### BRIEF
For every line in the entries that contains "lines", show the whole line.

[Stored data entries]
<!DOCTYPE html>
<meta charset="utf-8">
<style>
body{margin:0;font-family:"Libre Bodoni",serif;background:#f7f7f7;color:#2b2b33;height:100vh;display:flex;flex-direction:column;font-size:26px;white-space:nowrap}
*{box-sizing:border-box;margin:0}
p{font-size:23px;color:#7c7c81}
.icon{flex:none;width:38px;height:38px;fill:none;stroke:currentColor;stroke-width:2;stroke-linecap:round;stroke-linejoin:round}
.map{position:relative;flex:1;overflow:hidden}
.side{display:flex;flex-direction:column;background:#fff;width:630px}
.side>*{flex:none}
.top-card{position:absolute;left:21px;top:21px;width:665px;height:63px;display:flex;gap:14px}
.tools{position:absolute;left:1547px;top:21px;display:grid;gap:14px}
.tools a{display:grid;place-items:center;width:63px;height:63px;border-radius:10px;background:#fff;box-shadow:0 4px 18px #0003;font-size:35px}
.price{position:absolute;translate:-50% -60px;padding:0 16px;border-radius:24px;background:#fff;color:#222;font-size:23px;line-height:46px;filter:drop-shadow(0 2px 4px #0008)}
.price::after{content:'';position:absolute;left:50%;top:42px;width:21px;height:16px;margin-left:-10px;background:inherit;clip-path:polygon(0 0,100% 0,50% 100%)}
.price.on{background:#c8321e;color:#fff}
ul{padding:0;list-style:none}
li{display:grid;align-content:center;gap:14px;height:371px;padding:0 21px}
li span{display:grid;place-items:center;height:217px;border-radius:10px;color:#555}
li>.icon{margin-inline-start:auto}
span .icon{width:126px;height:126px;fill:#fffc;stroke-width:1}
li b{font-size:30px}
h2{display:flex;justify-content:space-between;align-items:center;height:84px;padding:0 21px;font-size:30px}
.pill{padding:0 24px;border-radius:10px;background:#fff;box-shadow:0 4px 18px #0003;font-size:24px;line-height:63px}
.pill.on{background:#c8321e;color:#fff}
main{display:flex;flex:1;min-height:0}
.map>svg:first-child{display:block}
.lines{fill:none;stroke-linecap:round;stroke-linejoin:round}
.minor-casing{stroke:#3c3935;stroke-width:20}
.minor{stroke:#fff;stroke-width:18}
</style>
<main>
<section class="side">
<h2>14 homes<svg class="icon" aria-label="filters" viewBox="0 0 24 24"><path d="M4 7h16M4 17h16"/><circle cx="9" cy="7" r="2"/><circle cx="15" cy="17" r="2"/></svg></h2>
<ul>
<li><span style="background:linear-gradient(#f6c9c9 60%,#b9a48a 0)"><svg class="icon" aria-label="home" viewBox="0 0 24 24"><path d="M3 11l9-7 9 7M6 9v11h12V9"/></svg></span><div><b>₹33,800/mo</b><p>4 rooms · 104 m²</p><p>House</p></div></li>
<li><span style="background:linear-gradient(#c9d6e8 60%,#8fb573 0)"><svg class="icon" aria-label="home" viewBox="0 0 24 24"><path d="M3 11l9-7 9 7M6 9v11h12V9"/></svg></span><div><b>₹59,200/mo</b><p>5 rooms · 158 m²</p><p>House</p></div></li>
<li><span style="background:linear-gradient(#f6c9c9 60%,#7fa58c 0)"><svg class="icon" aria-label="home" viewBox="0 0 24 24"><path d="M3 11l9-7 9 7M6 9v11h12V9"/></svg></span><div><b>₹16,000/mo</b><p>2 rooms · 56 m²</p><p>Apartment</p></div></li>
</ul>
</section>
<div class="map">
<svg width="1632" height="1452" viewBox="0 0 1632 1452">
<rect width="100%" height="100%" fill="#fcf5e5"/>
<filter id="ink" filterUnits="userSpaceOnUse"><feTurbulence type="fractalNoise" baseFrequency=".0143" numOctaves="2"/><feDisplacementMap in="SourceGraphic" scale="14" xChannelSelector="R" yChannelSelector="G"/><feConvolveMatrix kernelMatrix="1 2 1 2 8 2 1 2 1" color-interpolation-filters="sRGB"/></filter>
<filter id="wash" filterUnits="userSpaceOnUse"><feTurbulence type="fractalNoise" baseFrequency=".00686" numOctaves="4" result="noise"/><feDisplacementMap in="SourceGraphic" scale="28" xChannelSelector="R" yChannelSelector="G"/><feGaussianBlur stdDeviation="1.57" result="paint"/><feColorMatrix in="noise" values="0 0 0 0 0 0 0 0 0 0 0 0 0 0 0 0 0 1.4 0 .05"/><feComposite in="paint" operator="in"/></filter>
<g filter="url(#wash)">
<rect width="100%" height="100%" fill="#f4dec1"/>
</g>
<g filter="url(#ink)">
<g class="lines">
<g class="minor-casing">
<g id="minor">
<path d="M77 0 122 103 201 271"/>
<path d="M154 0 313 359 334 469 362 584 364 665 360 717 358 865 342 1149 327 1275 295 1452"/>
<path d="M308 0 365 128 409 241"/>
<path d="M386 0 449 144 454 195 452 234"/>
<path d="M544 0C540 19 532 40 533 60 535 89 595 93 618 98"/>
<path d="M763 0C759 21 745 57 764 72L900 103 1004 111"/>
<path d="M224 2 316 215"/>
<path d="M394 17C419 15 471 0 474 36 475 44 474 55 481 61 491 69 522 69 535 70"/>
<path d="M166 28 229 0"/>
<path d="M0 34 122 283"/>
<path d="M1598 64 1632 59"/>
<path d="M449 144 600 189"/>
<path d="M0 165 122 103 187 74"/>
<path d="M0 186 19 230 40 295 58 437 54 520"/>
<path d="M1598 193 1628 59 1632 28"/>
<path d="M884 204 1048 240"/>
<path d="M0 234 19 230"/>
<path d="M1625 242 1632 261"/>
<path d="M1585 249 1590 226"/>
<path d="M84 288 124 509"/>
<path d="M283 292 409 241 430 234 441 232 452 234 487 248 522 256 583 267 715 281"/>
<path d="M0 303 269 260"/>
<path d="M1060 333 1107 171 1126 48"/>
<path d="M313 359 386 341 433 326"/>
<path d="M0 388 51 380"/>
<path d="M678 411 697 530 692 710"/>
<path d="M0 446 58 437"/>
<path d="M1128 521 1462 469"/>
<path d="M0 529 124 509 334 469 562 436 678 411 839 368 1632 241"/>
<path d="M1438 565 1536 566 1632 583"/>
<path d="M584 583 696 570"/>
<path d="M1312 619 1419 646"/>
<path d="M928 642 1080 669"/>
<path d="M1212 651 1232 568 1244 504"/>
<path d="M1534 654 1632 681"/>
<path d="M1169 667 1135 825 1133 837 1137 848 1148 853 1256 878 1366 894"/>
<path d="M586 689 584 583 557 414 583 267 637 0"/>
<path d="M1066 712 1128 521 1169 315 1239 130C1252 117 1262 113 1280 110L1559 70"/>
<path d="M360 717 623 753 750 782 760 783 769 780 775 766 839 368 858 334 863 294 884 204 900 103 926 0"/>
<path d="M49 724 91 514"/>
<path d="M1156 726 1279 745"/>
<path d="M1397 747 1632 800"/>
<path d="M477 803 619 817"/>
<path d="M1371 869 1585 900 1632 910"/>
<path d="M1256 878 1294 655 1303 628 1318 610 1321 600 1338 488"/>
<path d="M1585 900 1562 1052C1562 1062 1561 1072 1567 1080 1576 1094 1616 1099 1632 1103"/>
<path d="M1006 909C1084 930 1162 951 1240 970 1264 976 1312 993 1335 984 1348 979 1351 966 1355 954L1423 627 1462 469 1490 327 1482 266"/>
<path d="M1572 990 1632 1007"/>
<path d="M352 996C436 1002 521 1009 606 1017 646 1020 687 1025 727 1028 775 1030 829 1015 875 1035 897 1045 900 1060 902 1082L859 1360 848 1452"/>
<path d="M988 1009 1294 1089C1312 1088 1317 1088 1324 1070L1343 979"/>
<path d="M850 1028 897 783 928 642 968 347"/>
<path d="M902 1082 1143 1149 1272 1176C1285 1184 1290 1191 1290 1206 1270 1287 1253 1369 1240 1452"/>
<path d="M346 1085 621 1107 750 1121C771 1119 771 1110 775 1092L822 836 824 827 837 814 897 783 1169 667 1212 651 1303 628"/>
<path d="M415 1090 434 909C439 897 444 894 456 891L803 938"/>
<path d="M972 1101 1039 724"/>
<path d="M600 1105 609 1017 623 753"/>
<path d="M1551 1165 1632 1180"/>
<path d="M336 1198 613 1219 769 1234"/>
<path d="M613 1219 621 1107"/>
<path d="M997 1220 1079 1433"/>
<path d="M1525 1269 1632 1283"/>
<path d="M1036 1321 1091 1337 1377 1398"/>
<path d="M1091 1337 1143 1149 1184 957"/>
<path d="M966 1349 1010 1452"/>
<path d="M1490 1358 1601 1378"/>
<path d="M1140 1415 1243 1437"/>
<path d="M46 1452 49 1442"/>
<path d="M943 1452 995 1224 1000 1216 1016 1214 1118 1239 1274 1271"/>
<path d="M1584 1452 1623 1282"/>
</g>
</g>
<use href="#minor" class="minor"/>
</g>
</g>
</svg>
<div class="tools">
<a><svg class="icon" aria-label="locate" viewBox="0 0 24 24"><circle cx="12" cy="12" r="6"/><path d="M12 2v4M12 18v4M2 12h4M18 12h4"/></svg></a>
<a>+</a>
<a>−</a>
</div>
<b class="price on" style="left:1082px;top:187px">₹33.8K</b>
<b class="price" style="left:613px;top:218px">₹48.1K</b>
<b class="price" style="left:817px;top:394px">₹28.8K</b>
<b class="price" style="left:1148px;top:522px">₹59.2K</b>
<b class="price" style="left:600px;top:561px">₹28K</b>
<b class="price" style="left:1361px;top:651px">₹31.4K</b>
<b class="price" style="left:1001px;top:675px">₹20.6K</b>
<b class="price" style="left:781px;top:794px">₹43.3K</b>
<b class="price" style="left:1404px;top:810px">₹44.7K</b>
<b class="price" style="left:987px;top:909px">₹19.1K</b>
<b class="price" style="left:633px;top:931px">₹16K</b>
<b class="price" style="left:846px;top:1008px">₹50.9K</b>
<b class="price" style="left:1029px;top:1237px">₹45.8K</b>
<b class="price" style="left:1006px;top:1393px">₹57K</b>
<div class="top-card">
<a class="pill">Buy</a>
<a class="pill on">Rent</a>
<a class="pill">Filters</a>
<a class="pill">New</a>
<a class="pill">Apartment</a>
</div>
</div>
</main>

### EXERCISE RESULT
.lines{fill:none;stroke-linecap:round;stroke-linejoin:round}
<g class="lines">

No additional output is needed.